# YOUR TASK
For every line in the records that has the word "green", make a copy.

# DATA FOR REVIEW

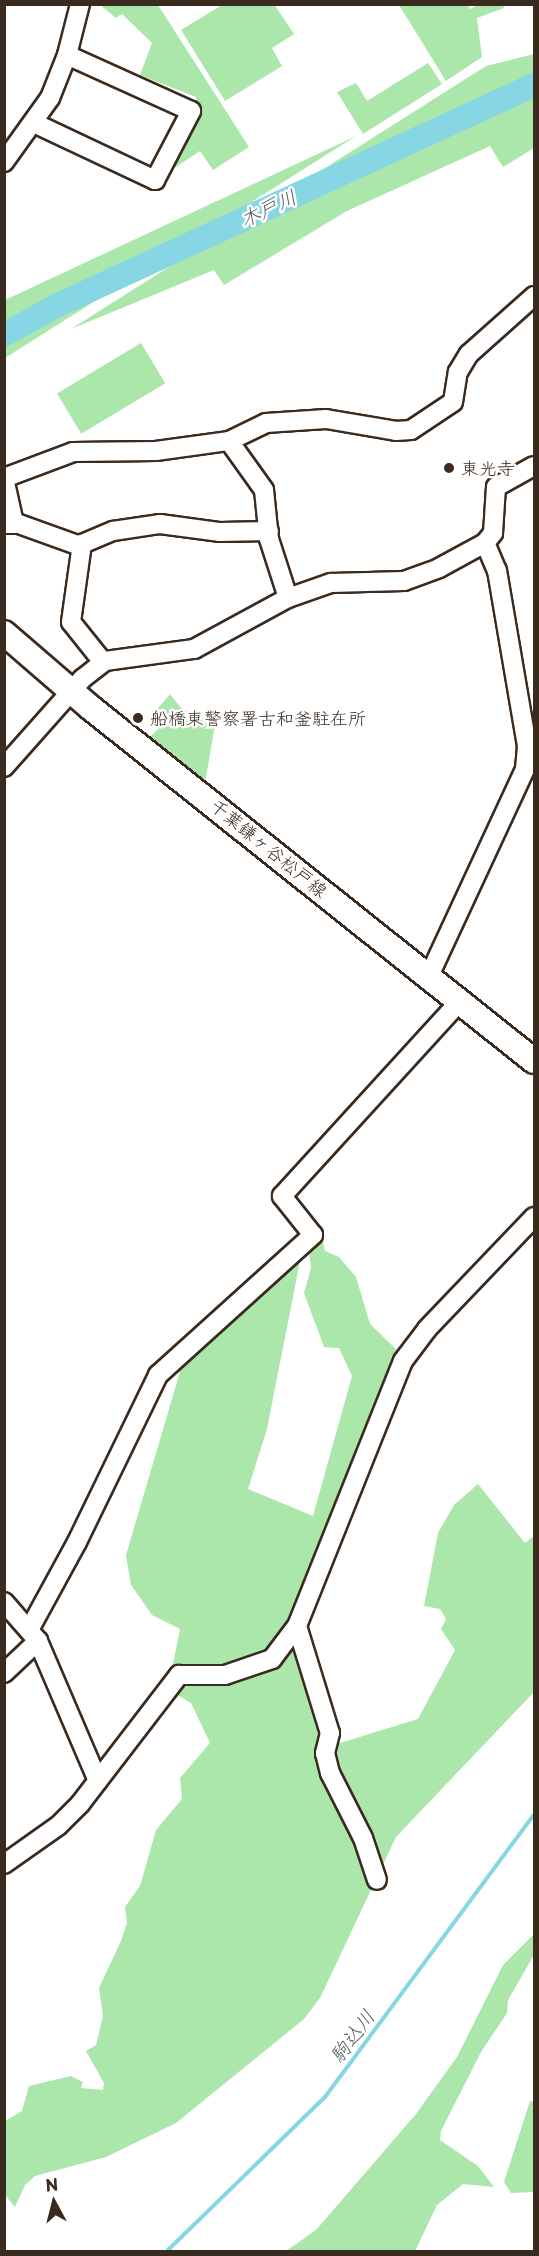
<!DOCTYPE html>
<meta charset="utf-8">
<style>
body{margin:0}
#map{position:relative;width:539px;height:2256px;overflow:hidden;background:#fff;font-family:"Playpen Sans","Klee One",sans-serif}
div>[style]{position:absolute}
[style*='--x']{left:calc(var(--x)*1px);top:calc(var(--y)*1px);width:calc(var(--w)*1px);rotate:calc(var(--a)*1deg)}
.green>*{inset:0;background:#abe6ab;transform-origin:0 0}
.stream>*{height:4px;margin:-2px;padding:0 2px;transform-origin:2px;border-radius:2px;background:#87d6e4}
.river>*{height:24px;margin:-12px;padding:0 12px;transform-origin:12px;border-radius:12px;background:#87d6e4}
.roads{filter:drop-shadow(2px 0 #3b2a1e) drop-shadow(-2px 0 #3b2a1e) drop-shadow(0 2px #3b2a1e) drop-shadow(0 -2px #3b2a1e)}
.minor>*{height:18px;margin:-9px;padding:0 9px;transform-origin:9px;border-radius:9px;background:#fff}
.major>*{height:24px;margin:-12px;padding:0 12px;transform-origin:12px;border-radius:12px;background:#fff}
.dots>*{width:16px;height:16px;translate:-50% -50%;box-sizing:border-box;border:3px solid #fff;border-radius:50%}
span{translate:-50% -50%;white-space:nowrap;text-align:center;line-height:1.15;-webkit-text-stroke:5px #fff;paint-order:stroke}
.poi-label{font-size:18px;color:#3b2a1e}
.left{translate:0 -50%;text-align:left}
.street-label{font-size:18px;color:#3b2a1e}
.water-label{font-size:20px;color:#525e59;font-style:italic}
.frame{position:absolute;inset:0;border:6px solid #3b2a1e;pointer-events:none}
.north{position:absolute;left:24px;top:2172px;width:60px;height:60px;-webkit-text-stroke:4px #fff;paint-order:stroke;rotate:353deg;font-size:16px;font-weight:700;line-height:24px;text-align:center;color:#3b2a1e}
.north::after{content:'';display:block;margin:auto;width:21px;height:27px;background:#3b2a1e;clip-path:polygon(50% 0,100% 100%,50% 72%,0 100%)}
</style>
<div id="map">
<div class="green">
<div style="clip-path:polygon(274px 4px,294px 34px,272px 48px,282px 66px,225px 101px,181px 30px,222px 5px)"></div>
<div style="clip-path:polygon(100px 5px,158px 5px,249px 147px,213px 170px,200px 151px,158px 179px,197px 110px,196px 97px,140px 75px,152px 43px,122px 14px,116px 18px)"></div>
<div style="clip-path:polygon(503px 5px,504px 8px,477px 18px,482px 57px,446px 81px,399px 5px,468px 5px,470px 9px,478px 5px)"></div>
<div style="clip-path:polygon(534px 54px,534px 148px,503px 167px,490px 146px,347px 211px,224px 285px,214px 270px,71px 329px,486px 66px)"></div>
<div style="clip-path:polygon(428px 63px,442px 84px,363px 134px,337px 92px,356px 83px,367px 101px)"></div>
<div style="clip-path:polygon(356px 136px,5px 358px,5px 300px)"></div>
<div style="left:141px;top:343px;width:47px;height:98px;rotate:59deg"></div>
<div style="clip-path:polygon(170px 694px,181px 708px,215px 725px,205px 783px,149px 738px,164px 723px,154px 713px)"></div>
<div style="clip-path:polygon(314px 1230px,322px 1237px,325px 1251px,339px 1257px,356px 1277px,370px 1324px,401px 1354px,293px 1623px,332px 1734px,340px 1743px,418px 1719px,455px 1650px,441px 1629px,446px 1619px,440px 1609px,424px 1606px,438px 1533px,454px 1505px,478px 1484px,525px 1543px,534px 1536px,534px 1692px,396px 1837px,320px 1998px,304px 2019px,176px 2123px,106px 2157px,35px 2176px,25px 2185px,15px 2207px,5px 2195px,5px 2121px,22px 2111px,29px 2086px,71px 2076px,83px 2082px,81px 2088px,103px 2090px,104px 2083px,86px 2051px,96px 2045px,103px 2016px,99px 1988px,121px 1941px,127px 1923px,125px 1907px,140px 1886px,156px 1830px,182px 1799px,180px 1778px,210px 1743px,191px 1703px,168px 1689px,180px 1629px,152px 1615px,131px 1585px,126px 1555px,184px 1358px,302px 1251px,267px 1429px,248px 1489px,313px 1516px,352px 1376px,339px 1348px,324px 1347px,304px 1293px,311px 1268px,308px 1245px)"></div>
<div style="clip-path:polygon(534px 1934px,534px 1955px,508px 2000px,507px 2013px,481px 2052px,441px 2131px,440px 2140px,478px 2166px,494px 2187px,463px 2184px,437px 2205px,415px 2251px,286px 2251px,316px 2230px,416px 2114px,457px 2057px,503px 1965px)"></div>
<div style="clip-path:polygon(530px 2101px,534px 2102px,534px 2192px,511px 2193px,504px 2182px)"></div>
</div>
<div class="stream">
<div style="--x:166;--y:2252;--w:222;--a:-44.3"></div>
<div style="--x:325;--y:2097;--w:351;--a:-53.5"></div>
</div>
<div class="river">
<div style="--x:4;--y:335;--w:62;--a:-29.1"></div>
<div style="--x:58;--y:305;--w:524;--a:-24.81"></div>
</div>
<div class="roads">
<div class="minor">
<div style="--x:34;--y:123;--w:134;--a:25.2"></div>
<div style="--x:155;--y:180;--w:78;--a:-62.4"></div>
<div style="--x:191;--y:111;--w:136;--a:-155.7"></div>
<div style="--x:4;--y:162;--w:79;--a:-54.3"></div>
<div style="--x:50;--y:98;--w:46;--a:-68.4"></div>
<div style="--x:67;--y:55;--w:53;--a:-75.7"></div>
<div style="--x:229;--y:441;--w:60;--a:54.5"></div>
<div style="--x:264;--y:490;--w:49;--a:84.2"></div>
<div style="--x:269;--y:539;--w:62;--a:72.1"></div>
<div style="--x:4;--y:478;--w:74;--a:-20.6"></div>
<div style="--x:73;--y:452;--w:83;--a:-0.7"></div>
<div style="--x:156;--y:451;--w:74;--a:-7.8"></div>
<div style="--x:229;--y:441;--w:41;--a:-25.9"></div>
<div style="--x:266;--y:423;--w:60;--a:-3.8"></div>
<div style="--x:326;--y:419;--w:71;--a:9.7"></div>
<div style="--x:396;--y:431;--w:15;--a:-4"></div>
<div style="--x:411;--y:430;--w:50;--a:-33.7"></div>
<div style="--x:453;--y:402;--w:30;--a:-81"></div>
<div style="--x:458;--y:372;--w:21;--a:-59"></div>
<div style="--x:469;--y:354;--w:87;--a:-41.7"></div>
<div style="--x:4;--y:478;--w:46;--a:77.5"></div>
<div style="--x:4;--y:524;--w:15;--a:0"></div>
<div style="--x:19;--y:524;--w:65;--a:19.8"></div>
<div style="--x:103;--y:662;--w:51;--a:-128.7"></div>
<div style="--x:71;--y:622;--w:79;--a:-82"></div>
<div style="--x:82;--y:544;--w:34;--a:-23"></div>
<div style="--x:113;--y:531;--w:48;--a:-8.5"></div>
<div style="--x:160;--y:524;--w:61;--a:7.6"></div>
<div style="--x:220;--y:532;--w:49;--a:-1.2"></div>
<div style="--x:4;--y:767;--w:118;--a:-48.4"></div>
<div style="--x:82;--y:679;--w:29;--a:-38"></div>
<div style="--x:105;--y:661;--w:90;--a:-7.7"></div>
<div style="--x:194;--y:649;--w:107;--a:-28.5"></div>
<div style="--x:288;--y:598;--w:46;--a:-19.2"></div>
<div style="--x:331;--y:583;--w:73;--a:-1.6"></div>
<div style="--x:404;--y:581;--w:37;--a:-20"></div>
<div style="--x:439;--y:568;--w:52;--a:-28.5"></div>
<div style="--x:485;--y:543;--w:13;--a:-51"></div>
<div style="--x:493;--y:533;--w:46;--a:-86.3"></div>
<div style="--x:496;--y:487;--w:43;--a:-28.9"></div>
<div style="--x:429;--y:976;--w:228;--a:-65.1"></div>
<div style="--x:525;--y:769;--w:23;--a:-85"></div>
<div style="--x:527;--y:746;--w:178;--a:-99.7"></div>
<div style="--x:497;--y:571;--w:30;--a:-113"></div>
<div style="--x:4;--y:1602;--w:52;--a:48.9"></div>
<div style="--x:38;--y:1641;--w:152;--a:66.8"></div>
<div style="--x:297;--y:1626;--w:112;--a:72.9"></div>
<div style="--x:330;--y:1733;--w:21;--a:104"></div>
<div style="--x:325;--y:1753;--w:21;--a:76"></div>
<div style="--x:330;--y:1773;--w:73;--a:63.1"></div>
<div style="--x:363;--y:1838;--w:44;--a:71.6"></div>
<div style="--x:29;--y:1630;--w:100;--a:-61.4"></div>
<div style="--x:77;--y:1542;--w:186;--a:-64.1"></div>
<div style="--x:158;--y:1375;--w:209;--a:-42.1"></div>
<div style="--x:313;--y:1235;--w:50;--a:-128.5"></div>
<div style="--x:282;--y:1196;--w:264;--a:-47.6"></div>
<div style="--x:4;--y:1673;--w:47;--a:-43.3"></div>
<div style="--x:4;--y:1864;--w:67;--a:-35.3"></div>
<div style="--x:59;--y:1825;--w:30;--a:-45"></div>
<div style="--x:80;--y:1804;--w:163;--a:-52.5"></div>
<div style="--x:179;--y:1675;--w:46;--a:0"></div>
<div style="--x:225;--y:1675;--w:50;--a:-18.8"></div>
<div style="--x:272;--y:1659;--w:41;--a:-52.9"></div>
<div style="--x:297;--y:1626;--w:285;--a:-68.2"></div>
<div style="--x:403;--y:1361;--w:40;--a:-53"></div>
<div style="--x:427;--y:1329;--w:155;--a:-46.3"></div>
</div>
<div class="major">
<div style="--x:4;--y:633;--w:115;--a:40.8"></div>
<div style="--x:91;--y:708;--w:566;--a:38.55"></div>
</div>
</div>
<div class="dots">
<div style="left:449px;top:468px;background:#3b2a1e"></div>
<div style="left:138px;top:718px;background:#3b2a1e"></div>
</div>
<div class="poi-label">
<span class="left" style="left:461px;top:468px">東光寺</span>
<span class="left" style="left:150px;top:718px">船橋東警察署古和釜駐在所</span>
</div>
<div class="street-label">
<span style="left:269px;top:848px;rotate:39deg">千葉鎌ヶ谷松戸線</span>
</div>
<div class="water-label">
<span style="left:268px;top:208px;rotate:-25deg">木戸川</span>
<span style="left:352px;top:2036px;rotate:-53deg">駒込川</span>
</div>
<div class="frame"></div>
<div class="north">N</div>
</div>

# YOUR RESPONSE
.green>*{inset:0;background:#abe6ab;transform-origin:0 0}
<div class="green">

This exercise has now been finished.